December gold GCZ19, +0.50% on Comex rose $7.30, or 0.5%, at $1,511.70 an ounce, after shedding 0.6% on Monday. December silver SIZ19, +1.45% added 25 cents, or 1.4%, to $17.79 an ounce, after losing 0.5% in the previous session.

So-called safe-haven assets were drawing some bids after Washington expanded its list of blacklisted Chinese firms to 28 entities ahead of U.S.-China trade talks this week, increasing doubts that a comprehensive Sino-American trade agreement can be sketched out as delegates meet this week.

‘Everywhere investors look around the globe they find reasons for worry and owning gold is one of the answers.’

George Gero, RBC Wealth Management

Vice Premier Liu He is set to visit Washington on Oct. 10-11 ahead of an increase in tariffs on some $250 billion worth of Chinese imports to 30% from 25%. Both sides have tempered hopes that negotiations will be fruitful, with news reports suggesting Chinese officials want to take certain issues like state subsidies off the table.
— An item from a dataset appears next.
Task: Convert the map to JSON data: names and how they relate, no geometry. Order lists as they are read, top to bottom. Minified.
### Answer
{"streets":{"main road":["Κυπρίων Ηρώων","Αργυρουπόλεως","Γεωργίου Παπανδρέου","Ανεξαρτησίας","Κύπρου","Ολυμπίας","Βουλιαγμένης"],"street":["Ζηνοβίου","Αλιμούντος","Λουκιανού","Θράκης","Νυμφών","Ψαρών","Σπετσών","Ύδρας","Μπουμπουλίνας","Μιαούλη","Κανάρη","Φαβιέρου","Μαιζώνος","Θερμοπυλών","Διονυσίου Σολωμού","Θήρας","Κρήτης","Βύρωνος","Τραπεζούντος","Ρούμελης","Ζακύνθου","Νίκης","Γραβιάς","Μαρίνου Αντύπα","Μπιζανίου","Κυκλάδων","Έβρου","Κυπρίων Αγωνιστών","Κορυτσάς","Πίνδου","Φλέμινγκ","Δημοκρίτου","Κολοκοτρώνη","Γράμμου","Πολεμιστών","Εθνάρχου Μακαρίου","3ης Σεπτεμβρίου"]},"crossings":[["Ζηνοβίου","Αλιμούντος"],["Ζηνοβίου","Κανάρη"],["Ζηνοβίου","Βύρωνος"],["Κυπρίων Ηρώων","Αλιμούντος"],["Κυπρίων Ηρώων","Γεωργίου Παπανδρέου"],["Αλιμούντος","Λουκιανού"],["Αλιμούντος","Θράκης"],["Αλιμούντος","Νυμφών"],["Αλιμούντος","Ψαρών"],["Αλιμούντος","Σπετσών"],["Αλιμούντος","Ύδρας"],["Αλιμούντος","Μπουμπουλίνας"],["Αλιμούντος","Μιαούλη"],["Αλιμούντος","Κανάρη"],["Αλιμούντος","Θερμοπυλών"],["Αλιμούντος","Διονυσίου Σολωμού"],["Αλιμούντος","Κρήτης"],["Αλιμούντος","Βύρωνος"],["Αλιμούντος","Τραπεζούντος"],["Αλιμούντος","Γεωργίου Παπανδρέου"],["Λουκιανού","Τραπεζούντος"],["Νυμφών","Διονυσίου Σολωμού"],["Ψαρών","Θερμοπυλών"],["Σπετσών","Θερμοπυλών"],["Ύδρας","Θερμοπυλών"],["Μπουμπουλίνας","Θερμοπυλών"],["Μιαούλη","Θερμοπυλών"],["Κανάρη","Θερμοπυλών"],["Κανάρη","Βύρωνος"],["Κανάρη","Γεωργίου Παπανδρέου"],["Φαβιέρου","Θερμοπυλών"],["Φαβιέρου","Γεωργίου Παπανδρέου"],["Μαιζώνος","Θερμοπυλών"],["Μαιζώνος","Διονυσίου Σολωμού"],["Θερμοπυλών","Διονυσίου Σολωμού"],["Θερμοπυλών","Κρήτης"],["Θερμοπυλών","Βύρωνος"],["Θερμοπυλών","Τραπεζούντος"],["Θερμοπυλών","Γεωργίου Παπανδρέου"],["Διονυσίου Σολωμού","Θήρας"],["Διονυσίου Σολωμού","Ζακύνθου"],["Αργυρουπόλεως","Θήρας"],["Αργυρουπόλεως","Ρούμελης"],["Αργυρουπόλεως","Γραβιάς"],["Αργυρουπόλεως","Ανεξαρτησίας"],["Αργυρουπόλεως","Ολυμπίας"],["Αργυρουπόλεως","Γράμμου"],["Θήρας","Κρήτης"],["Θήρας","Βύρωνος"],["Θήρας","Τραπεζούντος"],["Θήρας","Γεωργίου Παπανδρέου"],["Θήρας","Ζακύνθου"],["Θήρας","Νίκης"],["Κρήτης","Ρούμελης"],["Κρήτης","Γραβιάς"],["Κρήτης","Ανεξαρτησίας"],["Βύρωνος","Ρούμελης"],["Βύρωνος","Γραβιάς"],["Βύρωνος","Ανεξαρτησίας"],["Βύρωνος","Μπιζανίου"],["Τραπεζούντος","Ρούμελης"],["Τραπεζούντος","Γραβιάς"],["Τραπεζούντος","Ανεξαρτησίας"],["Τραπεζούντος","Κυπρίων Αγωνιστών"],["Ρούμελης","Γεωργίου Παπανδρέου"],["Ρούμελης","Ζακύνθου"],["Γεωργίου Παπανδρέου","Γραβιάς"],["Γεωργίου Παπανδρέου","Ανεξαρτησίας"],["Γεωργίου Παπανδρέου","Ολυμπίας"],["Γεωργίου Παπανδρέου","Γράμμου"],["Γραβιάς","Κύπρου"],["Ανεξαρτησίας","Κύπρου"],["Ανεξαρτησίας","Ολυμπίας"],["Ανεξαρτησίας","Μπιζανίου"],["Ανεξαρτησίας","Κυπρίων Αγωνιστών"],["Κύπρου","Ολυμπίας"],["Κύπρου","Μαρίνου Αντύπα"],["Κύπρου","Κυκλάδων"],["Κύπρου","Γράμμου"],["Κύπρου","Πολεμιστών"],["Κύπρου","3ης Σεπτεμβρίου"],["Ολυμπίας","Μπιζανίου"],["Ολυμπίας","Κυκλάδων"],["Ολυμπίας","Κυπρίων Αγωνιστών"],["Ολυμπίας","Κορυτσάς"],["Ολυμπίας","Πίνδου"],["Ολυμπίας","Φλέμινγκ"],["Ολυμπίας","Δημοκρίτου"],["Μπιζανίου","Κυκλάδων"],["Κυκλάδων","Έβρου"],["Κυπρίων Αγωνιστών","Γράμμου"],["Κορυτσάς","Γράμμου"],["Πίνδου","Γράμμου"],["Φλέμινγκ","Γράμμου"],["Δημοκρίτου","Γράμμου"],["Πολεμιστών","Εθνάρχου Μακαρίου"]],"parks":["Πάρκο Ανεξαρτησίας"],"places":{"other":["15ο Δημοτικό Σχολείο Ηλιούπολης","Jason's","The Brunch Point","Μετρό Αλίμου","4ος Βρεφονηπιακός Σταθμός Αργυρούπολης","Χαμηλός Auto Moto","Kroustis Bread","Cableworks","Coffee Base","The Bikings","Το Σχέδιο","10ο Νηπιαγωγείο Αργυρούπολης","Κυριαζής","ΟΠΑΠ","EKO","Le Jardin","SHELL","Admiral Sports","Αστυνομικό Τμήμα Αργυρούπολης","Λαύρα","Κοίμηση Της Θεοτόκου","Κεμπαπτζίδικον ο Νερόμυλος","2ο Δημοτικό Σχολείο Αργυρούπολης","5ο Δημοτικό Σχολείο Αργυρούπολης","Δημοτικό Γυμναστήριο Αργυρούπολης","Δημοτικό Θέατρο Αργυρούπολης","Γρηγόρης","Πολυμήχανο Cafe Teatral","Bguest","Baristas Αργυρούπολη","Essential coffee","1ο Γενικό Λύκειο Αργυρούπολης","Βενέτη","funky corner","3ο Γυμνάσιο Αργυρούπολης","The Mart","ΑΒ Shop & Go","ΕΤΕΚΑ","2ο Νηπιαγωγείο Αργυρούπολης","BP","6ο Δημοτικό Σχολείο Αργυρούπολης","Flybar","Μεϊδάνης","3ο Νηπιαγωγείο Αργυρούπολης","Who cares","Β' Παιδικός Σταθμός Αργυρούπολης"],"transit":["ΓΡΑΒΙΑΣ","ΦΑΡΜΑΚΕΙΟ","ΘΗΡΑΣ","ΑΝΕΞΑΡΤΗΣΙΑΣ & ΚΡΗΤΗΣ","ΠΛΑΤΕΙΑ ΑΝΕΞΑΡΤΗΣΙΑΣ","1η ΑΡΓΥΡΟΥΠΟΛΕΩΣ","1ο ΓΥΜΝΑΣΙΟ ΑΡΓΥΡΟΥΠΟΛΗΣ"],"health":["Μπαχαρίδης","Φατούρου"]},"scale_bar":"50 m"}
“Where the metal concludes this week will be heavily influenced by high-level trade talks between the United States and China,” wrote Lukman Otunuga, senior research analyst at FXTM, in a daily research note.

“A market friendly outcome that paves the way to further negotiations could send Gold prices sinking towards the $1485 level. Alternatively, if the negotiations disappoint markets and fuel risk aversion, Gold bulls should be injected with enough confidence to challenge $1515 and $1525,” he wrote.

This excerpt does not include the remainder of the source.